|Points of Contact:||Oleksandr Kokhan|
Lasers are an essential part of our modern society. They are components of home electronics, manufacturing equipment, surgical procedures, atmospheric monitoring devices, and also are a key piece of technology for chemical research. Lasers have transformed modern chemistry. Currently, chemists are able to use lasers to initiate, control, and watch chemical reactions on a scale that was unimaginable 50 years ago. James Madison University has a large laser spectroscopy laboratory that distinguishes it from other primarily undergraduate institutions. Researchers are able to utilize the Facility’s holdings to perform an abundance of interdisciplinary scientific research.
The JMU Regional Undergraduate Laser Facility has grown through many years of support from multiple funding agencies (National Science Foundation, National Institute of Standards and Technology, the James Madison University Department of Chemistry and Biochemistry, and a Research Corporation Department Development Award). Holdings include multiple Nd/YAG, nitrogen, helium/neon, argon ion, and diode lasers. The facility is also equipped with an array of diagnostic tools for laser spectroscopy including a wide range of digital oscilloscopes, monochromators, diode array detectors, signal and delay generators.

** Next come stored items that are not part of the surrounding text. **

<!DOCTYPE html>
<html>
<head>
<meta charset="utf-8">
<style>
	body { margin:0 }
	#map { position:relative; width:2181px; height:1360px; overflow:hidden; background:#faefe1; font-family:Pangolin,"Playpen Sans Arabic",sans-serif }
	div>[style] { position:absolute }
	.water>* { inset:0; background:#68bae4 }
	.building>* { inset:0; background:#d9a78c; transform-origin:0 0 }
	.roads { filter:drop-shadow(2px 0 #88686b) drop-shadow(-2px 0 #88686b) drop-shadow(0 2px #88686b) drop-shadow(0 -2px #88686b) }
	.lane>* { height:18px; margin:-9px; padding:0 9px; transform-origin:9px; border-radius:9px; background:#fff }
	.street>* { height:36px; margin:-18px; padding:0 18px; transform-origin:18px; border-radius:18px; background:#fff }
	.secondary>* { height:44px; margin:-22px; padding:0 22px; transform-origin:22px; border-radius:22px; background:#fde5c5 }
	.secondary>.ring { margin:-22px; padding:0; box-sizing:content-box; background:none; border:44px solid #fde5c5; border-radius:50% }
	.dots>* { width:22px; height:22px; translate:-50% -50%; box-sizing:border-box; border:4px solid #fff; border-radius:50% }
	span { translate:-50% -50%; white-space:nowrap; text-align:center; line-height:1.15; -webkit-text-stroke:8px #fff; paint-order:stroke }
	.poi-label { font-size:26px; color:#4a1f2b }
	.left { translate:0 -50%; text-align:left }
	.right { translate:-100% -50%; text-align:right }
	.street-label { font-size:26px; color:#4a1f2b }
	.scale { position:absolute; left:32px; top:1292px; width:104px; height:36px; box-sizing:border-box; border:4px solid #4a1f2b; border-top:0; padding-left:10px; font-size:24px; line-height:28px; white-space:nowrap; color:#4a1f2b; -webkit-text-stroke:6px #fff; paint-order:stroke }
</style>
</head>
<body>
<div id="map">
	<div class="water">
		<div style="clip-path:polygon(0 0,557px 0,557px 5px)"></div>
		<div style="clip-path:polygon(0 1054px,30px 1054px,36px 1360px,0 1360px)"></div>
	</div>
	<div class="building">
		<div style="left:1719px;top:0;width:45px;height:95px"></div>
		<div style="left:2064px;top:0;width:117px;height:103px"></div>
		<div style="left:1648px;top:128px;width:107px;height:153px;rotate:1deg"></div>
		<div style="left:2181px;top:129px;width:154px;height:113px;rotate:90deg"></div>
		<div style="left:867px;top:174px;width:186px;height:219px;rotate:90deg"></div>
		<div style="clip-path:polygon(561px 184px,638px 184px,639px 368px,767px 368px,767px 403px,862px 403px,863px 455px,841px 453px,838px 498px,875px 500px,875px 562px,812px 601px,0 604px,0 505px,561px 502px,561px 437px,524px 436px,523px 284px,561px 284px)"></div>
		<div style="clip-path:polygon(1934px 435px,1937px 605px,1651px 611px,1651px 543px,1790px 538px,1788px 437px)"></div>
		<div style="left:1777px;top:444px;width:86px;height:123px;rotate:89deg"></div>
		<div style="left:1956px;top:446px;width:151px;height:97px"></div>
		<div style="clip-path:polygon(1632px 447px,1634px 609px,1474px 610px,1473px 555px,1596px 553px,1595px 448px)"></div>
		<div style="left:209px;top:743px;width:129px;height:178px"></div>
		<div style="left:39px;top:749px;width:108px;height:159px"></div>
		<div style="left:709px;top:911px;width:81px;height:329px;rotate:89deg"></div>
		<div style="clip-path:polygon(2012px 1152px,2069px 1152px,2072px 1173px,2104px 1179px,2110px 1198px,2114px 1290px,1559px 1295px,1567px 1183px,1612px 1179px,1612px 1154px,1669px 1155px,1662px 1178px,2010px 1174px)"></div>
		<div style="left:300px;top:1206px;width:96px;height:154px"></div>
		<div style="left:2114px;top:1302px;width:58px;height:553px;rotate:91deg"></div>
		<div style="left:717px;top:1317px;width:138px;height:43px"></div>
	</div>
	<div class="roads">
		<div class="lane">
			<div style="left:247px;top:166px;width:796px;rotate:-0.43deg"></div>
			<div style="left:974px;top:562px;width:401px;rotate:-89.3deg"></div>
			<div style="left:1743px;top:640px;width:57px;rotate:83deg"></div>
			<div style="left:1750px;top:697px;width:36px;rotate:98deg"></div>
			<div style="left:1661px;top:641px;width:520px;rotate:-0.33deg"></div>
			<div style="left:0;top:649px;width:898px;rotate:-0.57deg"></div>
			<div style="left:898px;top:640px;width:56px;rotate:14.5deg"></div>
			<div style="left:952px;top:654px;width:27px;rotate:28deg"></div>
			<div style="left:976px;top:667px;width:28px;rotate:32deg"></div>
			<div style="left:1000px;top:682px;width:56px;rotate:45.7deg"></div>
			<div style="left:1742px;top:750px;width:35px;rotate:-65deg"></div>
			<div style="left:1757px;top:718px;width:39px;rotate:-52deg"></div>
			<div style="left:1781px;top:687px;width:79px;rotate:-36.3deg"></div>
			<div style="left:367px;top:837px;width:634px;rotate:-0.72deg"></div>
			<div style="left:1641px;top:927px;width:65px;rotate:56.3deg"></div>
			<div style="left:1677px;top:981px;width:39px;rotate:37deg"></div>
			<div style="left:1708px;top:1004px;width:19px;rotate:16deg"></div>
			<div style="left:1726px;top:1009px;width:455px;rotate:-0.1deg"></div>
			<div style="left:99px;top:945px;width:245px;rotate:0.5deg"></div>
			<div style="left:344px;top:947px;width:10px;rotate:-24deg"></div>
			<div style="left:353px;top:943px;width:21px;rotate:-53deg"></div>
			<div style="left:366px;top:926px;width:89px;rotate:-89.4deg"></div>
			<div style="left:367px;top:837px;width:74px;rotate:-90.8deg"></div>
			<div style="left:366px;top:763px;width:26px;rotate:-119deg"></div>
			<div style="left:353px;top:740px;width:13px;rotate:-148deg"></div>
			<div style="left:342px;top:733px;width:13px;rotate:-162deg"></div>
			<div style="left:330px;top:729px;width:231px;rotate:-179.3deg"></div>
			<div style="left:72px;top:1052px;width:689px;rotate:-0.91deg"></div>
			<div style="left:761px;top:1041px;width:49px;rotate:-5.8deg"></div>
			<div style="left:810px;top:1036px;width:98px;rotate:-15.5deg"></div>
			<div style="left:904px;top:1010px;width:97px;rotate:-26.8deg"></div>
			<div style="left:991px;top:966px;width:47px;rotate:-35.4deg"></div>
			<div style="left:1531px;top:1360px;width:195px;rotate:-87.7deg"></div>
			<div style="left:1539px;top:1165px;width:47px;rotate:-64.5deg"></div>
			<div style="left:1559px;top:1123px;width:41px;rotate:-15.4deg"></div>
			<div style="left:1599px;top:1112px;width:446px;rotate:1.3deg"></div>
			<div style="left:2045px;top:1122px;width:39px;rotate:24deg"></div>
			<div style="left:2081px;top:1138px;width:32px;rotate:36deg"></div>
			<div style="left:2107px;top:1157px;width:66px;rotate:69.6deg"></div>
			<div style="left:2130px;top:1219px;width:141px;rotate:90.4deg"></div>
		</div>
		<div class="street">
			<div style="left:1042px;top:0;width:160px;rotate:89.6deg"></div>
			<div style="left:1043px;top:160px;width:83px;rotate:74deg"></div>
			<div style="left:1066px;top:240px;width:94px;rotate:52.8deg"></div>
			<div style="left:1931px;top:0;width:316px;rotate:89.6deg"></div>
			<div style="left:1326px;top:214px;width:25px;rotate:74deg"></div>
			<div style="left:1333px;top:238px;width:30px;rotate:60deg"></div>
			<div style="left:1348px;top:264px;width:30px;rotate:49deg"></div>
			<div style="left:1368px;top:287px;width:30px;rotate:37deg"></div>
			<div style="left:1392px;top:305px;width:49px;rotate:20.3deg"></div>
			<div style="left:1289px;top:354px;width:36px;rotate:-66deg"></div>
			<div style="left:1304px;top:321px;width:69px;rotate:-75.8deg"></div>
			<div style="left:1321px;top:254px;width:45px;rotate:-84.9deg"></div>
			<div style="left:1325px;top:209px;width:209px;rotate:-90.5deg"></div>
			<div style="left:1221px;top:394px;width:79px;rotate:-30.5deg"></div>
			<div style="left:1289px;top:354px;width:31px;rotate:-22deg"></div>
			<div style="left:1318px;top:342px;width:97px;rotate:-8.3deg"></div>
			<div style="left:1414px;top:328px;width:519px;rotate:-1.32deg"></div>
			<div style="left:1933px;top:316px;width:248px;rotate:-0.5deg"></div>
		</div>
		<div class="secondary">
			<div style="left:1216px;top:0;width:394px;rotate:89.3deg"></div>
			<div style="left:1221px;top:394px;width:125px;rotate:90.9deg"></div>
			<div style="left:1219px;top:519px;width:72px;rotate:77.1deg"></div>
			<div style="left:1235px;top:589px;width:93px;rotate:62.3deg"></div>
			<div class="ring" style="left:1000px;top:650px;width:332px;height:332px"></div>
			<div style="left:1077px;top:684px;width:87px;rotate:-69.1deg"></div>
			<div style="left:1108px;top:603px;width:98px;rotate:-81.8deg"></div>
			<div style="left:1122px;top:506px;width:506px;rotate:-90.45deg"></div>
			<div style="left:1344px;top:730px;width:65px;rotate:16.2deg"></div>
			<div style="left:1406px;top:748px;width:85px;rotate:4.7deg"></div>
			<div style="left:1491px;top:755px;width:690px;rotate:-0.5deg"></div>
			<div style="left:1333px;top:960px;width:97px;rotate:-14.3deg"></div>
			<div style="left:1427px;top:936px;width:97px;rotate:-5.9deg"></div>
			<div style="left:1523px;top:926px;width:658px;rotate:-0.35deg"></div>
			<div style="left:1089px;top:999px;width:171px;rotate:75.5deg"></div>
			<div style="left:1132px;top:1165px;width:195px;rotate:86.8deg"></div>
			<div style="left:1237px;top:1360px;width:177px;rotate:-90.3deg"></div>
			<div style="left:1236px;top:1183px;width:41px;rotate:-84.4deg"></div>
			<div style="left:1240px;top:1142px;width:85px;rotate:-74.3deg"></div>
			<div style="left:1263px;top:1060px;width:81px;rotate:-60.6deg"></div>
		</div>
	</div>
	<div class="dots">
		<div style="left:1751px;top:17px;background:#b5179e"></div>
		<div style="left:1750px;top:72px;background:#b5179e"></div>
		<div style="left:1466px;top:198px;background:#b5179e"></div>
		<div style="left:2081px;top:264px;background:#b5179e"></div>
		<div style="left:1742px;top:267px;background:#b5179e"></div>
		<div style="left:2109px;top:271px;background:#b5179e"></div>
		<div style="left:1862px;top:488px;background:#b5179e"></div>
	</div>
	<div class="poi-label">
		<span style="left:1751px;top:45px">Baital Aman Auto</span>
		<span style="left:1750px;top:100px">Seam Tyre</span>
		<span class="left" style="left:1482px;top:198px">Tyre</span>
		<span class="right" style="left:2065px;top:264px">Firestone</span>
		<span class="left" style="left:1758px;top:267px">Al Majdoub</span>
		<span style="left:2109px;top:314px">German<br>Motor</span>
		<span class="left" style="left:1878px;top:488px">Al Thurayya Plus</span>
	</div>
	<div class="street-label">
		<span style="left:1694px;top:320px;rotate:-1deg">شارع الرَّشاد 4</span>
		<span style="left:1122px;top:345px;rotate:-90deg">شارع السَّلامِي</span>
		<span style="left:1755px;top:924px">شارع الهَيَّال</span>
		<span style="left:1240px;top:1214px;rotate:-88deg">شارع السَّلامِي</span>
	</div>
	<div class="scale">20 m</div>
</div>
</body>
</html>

In Summer 2014, we acquired a high power frequency-tripled Nd/YAG laser with Optical Parametric Oscillator which can be tuned in the range from 410 to 2200 nm. Other acquisitions include a suprcontinuum laser (Leukos – SCM-8, <1 ns pulse width, 8kHz, 350-2200 nm spectral bandwidth), CCS200 gated spectrometer from Thor Labs (200-1000 nm) and a low noise digitizer (PicoScope 5244B, 12-bit resolution at 500MS/s, 512 MS memory). These instruments are a part of our new broadband pump-probe spectrophotometer for nanosecond transient absorbance and emission experiments. Other recent acquisitions include a UP213 laser ablation system, a variety of tunable single-mode diode lasers including a 775 nm New Focus Velocity laser and five NTT:NEL distributed feedback diode lasers for gas sensing of O2, H2O, CO2, and CH4. Additional diagnostic tools acquired in 2010-2011 include a Bristol Instruments NIR ±60 MHz wavemeter, a Stanford Research Systems 100 kHz spectrum analyzer, and a temperature-stabilized etalon.